▶ [Task description] The listing is to be duplicated in full, exactly as written.

▶ [Available data]
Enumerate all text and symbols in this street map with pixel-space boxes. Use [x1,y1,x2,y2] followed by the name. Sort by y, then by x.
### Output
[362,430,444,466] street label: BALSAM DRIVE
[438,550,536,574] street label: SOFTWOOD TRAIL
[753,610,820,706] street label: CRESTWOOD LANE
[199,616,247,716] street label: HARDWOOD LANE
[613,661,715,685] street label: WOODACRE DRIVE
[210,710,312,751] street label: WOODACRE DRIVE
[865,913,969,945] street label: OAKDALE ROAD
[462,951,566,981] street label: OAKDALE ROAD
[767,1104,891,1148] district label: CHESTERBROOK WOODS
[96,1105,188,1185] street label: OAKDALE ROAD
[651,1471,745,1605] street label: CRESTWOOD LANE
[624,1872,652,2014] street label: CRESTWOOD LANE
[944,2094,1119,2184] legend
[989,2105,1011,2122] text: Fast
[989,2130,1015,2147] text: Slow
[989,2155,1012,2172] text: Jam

▶ [Response to the task]
Enumerate all text and symbols in this street map with pixel-space boxes. Use [x1,y1,x2,y2] followed by the name. Sort by y, then by x.
### Output
[362,430,444,466] street label: BALSAM DRIVE
[438,550,536,574] street label: SOFTWOOD TRAIL
[753,610,820,706] street label: CRESTWOOD LANE
[199,616,247,716] street label: HARDWOOD LANE
[613,661,715,685] street label: WOODACRE DRIVE
[210,710,312,751] street label: WOODACRE DRIVE
[865,913,969,945] street label: OAKDALE ROAD
[462,951,566,981] street label: OAKDALE ROAD
[767,1104,891,1148] district label: CHESTERBROOK WOODS
[96,1105,188,1185] street label: OAKDALE ROAD
[651,1471,745,1605] street label: CRESTWOOD LANE
[624,1872,652,2014] street label: CRESTWOOD LANE
[944,2094,1119,2184] legend
[989,2105,1011,2122] text: Fast
[989,2130,1015,2147] text: Slow
[989,2155,1012,2172] text: Jam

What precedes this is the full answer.